[Exercise objective]: Given the entries that follow, write out exactly the lines starting at the one containing "M401 457 406 476 398 477 393 458Z" and ending at the one containing "<button>+</button>", both ends included, and only those.
··· Source material
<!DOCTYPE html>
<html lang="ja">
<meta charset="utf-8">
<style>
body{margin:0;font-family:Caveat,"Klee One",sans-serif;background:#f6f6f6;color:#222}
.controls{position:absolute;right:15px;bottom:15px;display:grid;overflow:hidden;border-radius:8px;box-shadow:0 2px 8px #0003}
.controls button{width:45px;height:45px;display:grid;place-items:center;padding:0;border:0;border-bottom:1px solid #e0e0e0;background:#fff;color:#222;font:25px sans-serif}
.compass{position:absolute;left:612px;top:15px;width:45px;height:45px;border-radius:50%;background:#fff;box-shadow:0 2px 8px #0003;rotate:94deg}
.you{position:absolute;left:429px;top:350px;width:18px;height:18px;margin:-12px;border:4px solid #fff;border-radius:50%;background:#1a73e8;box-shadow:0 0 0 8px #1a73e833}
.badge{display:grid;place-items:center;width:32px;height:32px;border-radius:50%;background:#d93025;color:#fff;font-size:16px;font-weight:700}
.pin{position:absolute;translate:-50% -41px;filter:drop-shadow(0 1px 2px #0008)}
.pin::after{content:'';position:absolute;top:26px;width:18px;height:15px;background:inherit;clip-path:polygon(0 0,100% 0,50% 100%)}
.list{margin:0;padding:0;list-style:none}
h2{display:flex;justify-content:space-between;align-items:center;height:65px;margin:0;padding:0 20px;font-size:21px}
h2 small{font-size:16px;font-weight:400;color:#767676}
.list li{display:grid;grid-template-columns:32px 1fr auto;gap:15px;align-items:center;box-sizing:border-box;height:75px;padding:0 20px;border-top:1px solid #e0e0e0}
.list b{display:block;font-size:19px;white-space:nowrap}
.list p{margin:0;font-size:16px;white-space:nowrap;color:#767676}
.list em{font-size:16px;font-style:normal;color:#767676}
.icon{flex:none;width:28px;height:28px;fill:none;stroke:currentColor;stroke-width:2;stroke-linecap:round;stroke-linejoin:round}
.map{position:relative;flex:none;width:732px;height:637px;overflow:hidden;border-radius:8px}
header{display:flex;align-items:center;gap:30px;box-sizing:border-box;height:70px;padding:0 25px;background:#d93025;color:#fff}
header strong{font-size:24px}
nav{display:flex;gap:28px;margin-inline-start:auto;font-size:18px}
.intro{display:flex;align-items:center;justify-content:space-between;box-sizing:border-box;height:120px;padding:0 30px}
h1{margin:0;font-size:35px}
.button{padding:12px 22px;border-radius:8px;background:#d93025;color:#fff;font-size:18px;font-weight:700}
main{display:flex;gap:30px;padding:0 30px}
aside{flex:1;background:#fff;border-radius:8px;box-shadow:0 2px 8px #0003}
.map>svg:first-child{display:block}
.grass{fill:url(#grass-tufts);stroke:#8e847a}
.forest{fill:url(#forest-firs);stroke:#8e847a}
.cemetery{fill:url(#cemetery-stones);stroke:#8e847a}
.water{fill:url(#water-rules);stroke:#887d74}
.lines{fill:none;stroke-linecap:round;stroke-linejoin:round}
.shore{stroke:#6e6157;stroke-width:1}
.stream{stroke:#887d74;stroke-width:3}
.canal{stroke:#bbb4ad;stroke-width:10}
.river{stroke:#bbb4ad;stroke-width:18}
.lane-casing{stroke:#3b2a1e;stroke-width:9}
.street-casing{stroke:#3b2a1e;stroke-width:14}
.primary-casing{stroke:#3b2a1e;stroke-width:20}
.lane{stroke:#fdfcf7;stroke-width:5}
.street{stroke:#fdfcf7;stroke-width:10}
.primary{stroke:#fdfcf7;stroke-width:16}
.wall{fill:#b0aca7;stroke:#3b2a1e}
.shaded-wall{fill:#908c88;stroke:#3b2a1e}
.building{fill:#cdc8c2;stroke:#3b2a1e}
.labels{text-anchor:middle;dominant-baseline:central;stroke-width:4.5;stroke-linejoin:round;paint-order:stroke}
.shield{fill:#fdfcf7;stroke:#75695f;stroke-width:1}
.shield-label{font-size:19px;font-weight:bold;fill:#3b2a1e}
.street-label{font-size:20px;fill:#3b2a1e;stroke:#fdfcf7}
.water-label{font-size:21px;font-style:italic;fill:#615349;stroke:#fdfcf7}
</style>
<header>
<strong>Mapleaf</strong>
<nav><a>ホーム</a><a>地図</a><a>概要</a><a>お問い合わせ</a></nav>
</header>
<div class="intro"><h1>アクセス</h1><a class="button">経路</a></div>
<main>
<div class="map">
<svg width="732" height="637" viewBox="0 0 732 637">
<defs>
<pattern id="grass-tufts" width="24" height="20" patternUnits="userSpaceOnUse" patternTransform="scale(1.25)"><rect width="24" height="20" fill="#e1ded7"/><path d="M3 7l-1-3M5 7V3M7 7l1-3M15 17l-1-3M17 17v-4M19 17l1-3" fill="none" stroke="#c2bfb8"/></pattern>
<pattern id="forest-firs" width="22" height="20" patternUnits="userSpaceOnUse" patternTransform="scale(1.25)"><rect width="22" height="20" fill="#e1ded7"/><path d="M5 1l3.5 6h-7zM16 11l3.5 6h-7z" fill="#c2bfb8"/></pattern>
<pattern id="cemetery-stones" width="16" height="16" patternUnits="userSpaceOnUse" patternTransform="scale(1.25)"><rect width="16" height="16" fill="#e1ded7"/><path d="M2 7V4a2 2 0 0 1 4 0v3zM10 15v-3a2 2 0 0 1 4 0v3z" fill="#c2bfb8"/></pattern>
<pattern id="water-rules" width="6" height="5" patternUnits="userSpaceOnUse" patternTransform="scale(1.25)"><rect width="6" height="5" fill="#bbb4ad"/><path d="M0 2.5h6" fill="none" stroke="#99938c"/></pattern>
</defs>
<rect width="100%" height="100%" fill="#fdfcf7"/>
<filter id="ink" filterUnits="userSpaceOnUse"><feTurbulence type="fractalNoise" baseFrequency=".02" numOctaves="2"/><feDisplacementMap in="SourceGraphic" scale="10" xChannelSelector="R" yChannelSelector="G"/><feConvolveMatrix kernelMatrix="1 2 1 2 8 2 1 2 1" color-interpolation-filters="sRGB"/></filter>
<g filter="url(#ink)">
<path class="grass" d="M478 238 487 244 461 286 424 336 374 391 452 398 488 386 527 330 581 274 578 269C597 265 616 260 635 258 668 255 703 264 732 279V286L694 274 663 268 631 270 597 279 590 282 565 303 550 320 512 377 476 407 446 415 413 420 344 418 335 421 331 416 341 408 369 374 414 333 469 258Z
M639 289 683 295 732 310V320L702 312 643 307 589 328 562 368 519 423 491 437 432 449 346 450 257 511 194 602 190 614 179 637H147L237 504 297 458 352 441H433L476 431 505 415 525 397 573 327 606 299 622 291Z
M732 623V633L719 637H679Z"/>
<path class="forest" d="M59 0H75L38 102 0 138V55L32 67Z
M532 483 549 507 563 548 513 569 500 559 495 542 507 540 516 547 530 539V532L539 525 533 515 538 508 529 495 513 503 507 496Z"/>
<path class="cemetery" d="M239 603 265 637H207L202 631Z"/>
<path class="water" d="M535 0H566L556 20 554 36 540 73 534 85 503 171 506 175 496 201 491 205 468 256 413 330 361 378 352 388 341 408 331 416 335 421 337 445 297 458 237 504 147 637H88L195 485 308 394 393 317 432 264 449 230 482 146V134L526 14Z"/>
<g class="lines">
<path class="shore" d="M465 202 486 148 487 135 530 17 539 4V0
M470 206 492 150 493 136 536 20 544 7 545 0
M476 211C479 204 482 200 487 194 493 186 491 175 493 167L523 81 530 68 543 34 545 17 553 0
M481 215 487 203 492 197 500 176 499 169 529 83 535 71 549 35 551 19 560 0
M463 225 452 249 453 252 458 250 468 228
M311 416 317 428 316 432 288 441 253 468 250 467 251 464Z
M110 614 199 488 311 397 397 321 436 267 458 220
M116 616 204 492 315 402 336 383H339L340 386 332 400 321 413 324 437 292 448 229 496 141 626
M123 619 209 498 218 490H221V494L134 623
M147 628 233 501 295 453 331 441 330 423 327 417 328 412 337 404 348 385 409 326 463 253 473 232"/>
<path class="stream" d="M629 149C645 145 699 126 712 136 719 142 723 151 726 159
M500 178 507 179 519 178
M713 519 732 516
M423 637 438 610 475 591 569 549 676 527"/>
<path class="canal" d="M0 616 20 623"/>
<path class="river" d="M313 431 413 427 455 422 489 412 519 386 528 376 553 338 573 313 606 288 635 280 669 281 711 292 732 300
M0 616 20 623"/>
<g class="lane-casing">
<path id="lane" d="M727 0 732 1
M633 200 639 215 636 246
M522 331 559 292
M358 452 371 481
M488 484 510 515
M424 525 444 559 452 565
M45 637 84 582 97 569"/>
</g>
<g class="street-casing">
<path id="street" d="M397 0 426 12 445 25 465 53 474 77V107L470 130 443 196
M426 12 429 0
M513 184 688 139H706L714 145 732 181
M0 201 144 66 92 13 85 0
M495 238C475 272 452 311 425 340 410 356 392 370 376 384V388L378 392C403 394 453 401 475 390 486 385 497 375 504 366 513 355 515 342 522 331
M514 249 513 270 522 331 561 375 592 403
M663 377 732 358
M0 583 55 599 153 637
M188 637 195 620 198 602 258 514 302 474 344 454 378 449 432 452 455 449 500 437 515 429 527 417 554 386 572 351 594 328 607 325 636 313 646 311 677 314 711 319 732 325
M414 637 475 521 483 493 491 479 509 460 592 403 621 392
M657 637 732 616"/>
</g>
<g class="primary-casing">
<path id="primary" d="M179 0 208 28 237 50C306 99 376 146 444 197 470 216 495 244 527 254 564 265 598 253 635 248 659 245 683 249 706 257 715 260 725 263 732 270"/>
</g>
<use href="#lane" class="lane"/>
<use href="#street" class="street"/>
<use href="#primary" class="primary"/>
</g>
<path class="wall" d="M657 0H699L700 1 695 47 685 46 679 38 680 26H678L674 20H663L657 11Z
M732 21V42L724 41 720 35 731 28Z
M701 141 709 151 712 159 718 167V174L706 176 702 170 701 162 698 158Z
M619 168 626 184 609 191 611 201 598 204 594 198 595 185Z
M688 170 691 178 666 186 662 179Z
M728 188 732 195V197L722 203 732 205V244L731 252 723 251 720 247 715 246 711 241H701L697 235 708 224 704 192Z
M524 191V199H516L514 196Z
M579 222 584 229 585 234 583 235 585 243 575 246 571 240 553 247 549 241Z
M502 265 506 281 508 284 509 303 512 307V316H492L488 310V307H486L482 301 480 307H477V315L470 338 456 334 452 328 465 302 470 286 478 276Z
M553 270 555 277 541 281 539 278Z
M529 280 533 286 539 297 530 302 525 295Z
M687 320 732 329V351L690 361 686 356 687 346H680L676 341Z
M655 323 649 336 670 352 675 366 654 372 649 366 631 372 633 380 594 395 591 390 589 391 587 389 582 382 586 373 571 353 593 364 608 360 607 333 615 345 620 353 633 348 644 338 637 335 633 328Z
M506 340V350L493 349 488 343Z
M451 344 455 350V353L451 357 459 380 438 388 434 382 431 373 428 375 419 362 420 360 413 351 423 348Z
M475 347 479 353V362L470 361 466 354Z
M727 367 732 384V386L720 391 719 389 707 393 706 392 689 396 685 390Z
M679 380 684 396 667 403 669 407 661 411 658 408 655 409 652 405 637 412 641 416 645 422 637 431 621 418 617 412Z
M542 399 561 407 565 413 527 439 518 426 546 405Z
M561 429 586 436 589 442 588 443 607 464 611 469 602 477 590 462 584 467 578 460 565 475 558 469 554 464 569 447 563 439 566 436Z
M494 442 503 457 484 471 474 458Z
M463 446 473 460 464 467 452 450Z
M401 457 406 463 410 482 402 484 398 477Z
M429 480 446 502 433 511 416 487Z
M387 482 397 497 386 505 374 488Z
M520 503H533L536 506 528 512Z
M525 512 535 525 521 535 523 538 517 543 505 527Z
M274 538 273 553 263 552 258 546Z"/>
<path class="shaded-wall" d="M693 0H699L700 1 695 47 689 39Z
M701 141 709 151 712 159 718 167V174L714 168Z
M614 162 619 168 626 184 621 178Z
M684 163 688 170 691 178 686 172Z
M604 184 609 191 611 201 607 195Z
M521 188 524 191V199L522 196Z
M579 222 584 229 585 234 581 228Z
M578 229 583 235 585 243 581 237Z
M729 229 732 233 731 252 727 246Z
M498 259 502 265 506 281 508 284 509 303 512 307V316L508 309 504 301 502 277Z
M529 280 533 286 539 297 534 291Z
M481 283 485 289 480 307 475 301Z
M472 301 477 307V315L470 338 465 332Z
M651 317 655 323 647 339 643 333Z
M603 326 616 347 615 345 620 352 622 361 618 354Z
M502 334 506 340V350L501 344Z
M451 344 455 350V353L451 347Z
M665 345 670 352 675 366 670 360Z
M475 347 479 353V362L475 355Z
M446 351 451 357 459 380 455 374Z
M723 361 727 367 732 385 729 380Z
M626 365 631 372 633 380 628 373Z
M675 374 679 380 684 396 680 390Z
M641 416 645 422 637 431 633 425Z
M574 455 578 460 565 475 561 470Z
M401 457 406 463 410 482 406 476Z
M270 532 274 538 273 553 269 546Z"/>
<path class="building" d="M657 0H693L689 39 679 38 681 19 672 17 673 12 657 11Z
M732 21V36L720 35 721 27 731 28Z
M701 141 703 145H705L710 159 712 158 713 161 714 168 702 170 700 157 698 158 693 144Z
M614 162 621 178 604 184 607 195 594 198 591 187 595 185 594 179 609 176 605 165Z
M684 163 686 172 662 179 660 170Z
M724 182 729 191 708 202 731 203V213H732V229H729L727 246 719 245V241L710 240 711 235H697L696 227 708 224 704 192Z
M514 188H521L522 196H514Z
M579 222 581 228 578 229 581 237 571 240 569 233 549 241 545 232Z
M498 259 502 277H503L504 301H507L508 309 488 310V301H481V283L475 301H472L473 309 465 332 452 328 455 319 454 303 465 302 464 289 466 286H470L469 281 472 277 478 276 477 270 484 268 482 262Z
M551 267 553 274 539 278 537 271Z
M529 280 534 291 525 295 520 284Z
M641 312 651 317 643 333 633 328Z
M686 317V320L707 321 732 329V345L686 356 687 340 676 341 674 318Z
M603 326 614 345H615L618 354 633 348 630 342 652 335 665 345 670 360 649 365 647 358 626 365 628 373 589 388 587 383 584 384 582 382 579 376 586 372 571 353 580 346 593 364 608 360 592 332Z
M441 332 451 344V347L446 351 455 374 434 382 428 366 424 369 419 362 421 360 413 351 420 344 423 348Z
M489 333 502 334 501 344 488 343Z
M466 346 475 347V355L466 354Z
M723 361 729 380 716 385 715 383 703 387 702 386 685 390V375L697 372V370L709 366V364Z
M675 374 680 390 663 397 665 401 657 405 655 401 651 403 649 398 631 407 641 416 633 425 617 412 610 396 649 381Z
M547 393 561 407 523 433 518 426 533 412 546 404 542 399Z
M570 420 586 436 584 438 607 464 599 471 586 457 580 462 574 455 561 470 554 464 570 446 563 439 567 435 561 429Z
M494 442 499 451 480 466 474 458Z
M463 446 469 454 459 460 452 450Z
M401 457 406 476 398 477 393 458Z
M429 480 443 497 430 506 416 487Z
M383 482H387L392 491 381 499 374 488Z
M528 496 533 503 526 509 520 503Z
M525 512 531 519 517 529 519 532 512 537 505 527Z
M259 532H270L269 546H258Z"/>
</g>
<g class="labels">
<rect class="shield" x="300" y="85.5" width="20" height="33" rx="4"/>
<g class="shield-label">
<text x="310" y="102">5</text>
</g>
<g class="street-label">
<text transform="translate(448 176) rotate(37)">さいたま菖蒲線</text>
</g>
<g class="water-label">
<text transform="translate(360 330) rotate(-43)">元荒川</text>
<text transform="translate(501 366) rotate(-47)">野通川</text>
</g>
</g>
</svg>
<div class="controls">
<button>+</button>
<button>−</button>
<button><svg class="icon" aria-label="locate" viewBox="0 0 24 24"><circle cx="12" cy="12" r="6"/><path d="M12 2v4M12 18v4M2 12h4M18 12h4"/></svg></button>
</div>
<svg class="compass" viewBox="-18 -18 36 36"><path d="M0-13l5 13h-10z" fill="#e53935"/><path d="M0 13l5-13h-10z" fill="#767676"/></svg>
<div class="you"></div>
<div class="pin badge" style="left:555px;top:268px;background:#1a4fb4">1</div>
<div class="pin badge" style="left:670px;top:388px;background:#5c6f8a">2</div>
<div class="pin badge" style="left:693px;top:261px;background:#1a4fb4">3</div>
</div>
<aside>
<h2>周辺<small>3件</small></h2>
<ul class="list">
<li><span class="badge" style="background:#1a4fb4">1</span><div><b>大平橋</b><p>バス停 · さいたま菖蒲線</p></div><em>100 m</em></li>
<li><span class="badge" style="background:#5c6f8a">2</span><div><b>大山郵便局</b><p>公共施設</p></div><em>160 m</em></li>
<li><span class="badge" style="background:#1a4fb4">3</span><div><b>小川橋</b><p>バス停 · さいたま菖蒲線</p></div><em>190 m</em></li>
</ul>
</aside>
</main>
······
[Result]:
M401 457 406 476 398 477 393 458Z
M429 480 443 497 430 506 416 487Z
M383 482H387L392 491 381 499 374 488Z
M528 496 533 503 526 509 520 503Z
M525 512 531 519 517 529 519 532 512 537 505 527Z
M259 532H270L269 546H258Z"/>
</g>
<g class="labels">
<rect class="shield" x="300" y="85.5" width="20" height="33" rx="4"/>
<g class="shield-label">
<text x="310" y="102">5</text>
</g>
<g class="street-label">
<text transform="translate(448 176) rotate(37)">さいたま菖蒲線</text>
</g>
<g class="water-label">
<text transform="translate(360 330) rotate(-43)">元荒川</text>
<text transform="translate(501 366) rotate(-47)">野通川</text>
</g>
</g>
</svg>
<div class="controls">
<button>+</button>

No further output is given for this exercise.